[Extracted data entries]
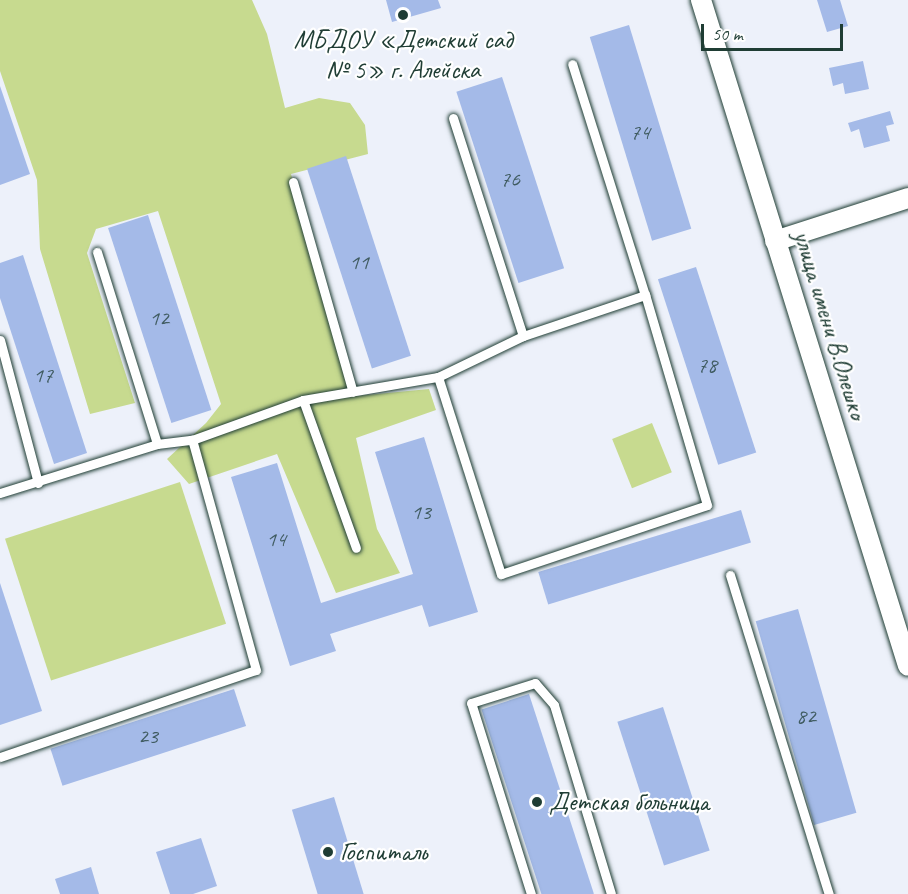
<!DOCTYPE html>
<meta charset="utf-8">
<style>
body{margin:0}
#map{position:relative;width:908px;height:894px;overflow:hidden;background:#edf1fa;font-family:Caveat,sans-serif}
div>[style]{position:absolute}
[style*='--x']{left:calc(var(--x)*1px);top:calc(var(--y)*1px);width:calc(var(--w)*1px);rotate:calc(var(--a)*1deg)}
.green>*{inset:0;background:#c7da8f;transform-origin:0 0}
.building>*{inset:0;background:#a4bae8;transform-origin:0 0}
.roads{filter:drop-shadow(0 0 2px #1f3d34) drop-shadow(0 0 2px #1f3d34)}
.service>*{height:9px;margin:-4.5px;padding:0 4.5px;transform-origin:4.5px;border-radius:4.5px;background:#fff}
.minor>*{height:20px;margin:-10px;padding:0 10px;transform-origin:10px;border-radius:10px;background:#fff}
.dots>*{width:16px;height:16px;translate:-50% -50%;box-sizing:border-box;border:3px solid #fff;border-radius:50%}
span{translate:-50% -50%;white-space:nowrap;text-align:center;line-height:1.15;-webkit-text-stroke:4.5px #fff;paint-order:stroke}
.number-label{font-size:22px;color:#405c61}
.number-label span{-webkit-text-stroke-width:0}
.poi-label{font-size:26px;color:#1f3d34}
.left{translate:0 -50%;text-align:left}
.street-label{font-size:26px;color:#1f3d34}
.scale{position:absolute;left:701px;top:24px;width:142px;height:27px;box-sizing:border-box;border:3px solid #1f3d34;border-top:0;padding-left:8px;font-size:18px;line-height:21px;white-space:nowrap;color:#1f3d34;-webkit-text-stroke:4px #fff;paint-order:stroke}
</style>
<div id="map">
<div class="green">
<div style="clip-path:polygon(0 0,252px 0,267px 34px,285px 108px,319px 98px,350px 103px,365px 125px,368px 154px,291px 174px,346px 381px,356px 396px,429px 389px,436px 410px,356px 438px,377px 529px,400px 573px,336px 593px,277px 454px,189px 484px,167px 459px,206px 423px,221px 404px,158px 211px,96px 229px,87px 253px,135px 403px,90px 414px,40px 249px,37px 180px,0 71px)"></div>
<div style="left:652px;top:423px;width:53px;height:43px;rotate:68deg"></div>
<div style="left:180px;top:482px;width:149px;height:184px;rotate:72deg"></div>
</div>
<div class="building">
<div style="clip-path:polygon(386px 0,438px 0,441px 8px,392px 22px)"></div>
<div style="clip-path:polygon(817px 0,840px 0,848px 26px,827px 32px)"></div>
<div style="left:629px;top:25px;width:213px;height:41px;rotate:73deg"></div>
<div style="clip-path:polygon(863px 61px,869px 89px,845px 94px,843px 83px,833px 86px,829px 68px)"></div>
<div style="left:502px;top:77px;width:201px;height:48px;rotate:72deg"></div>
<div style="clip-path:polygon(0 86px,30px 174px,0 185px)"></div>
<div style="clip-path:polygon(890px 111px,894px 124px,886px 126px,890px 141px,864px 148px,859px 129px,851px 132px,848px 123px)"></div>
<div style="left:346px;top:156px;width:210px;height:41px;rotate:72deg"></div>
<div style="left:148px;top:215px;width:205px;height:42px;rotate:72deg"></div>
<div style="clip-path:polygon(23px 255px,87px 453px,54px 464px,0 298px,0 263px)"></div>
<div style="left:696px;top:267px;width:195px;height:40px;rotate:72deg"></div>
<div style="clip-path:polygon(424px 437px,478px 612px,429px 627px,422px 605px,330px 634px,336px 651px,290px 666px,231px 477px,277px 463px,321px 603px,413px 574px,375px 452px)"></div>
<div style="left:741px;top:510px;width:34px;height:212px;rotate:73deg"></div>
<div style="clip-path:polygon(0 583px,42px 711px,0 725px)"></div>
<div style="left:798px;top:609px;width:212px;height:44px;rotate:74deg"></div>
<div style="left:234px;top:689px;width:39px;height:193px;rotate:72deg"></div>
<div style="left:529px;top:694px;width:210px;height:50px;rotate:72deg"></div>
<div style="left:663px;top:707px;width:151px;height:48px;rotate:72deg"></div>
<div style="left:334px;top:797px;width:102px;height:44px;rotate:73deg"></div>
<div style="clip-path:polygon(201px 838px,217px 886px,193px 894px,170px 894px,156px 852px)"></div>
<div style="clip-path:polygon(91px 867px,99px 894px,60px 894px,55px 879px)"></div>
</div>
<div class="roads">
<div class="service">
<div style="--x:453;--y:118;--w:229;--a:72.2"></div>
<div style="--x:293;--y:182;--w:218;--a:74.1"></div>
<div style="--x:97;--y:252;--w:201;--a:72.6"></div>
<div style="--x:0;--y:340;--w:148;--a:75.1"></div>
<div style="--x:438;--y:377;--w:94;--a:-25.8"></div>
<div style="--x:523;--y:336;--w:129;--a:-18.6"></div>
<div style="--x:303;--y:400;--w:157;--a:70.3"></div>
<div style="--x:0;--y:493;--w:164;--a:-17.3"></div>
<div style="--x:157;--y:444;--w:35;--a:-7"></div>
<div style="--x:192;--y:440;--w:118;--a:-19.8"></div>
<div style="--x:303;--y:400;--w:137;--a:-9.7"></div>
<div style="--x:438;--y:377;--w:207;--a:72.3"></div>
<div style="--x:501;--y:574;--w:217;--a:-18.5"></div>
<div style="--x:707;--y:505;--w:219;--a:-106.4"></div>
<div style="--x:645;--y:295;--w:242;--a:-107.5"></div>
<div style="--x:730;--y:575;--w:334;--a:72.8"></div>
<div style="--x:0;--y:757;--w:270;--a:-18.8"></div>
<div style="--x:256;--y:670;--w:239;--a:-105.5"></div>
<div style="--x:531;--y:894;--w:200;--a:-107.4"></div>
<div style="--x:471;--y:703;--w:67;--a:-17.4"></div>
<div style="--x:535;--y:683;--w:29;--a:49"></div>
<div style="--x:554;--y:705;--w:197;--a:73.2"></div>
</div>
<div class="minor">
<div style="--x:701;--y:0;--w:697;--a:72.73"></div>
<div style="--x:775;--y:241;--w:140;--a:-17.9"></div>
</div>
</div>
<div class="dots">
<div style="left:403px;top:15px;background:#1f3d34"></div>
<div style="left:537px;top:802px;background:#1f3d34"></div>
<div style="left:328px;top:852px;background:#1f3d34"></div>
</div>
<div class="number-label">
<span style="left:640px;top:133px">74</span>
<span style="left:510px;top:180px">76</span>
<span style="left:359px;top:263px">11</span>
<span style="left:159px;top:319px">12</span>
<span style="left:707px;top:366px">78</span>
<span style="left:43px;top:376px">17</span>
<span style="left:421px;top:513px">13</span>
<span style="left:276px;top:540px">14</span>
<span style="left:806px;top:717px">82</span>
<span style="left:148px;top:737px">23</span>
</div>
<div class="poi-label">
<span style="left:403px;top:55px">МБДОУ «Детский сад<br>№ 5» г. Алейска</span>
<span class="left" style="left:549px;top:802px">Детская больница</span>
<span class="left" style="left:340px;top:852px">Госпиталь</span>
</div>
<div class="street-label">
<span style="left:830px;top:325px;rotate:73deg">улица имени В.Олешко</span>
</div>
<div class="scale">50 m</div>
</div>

# EXERCISE REQUIREMENTS:
Count the lines of the entries above that contain the word "green" and give only the number.

# WRITTEN SOLUTION:
2